Tony Gentile over at buzzhit asked a few questions re Do you read or run a managed feed?. I thought I might as well share these answers through a post. Here we go:
My questions to readers of managed Feeds are:
A) Does the fact that a Feed is being managed effect your willingness to subscribe to it?
Not really, except if being managed leads to the feed to be easy to subscribe to. If I am interested in a blog, I will try to find a way to add it to my rssreader (NewsGator). My OPML file will then make its way into Bloglines so that I can read my feeds on the road, or on my phone.
B) Does the fact that a Feed is managed impact your reading experience? If so, how?
Splicing of del.icio.us or flickr pictures in a blog feed can be annoying, depending on the relative number of posts. I would always suggest to offer a main feed and a spliced feed to provide readers with the choice of which to subscribe to.
C) If the Feed Management Service were to go out of business, or if the Feed Owner decided to abandon the service, would you update your aggregator to reflect the new URL?
Provided that the blog author has a mean to let me/us know, and provided that I am still commited to that blog, absolutely.
And, for Feed Owners:
1) Which FMS service(s) (e.g., measurement, free bandwidth, advertising, etc) motivated you to sign-up?
Essentially audience measurement, and which posts are more interesting than others (since I publish full posts through RSS, interest is measured by click-throughs on an article to check/leave comments).
2) What FMS services have you added on over time?
I started with sitemeter a while back, because of the limitations of TypePad's statistics. Then added to StatCounter, because of its better granularity.
3) How long has your Feed been managed?
I started using FeedBurner about a month ago, but I have just added it as the main feed - leaving the default RSS and Atom feeds managed by TypePad. I just have not yet come around to risking losing some readers by turning these feeds off.
4&5) What would cause you to abandon the managed Feed approach? What would cause you to switch to a different FMS provider?
I don't think I would stop using a managed feed, I might decide to move to another manager if that made sense feature-wise.
6) What services do you wish your FMS offered?
FeedBurner is satisfactory for now, but I would bundle functionality of a StatCounter and a MyBlogLog to have a complete offering regarding traffic measurement, keywords searched, outlinks, etc.
7) What difference has having your Feed managed made to you, from either (or both) an authoring or monetizing perspective?
Not much, besides giving me a better sense of the size of my feed readership, and which posts seem to be of interest. I used to use BlogLines subcription as a proxy, but it is only a proxy.
8) Anything else you'd care to share!
SixApart should offer all these features in the standard platform.
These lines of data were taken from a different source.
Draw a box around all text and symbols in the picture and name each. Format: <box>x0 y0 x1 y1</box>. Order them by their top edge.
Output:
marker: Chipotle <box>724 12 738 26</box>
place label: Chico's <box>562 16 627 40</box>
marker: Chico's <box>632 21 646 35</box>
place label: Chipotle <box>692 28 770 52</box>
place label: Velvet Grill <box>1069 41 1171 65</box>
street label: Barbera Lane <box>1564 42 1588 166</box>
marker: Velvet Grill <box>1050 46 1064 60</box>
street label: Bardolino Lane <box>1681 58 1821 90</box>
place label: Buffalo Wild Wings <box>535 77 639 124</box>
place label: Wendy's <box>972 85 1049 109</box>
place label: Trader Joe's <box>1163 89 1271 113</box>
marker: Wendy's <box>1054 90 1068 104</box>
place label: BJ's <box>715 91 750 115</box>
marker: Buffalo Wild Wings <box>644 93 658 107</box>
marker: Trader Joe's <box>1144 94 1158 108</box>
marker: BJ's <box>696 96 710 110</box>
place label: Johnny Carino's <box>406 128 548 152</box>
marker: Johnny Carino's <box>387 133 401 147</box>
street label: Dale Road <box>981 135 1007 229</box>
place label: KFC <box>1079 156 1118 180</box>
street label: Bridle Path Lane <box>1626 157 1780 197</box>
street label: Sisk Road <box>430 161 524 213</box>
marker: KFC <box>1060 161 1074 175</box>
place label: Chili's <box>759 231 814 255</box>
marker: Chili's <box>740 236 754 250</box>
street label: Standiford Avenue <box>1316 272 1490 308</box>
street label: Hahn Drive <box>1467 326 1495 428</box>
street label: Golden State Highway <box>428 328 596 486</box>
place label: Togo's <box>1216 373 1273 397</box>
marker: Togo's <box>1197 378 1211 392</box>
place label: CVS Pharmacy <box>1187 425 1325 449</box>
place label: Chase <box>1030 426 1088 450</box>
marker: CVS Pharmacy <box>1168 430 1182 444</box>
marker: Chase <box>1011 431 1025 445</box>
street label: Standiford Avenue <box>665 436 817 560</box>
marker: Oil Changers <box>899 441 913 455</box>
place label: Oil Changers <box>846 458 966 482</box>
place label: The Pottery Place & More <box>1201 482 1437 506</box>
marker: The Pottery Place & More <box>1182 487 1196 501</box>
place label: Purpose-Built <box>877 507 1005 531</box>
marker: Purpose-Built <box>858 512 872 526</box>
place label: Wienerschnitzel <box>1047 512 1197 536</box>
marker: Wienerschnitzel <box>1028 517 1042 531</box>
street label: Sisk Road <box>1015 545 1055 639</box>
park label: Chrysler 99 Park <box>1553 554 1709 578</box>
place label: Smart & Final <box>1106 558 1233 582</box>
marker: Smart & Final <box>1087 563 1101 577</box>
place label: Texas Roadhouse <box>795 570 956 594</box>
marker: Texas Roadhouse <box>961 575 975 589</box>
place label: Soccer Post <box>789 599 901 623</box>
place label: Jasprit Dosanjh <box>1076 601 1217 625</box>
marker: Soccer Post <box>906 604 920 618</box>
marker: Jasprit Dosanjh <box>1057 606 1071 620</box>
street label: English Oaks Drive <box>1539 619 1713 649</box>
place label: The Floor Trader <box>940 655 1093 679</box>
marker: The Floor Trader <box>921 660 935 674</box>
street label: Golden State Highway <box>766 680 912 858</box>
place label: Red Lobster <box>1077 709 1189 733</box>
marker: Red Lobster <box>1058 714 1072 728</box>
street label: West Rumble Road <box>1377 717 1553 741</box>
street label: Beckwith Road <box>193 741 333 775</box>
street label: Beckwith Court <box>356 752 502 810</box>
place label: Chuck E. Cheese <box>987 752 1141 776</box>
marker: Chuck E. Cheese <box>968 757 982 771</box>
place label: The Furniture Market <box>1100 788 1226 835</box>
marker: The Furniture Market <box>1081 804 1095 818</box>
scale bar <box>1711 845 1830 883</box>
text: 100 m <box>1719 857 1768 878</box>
As I was discussing with Bill Burnham this afternoon when met to catch up, FeedBurner is in a great position to greatly leverage this distribution of feeds on the basis of a limited infrastructure.
It may not be terribly obvious from the web site, but NewsGator offers web-based on mobile aggregation that can be automatically synced with your desktop NewsGator subscriptions and read/unread information. It costs something like $2 a month, but it works really well.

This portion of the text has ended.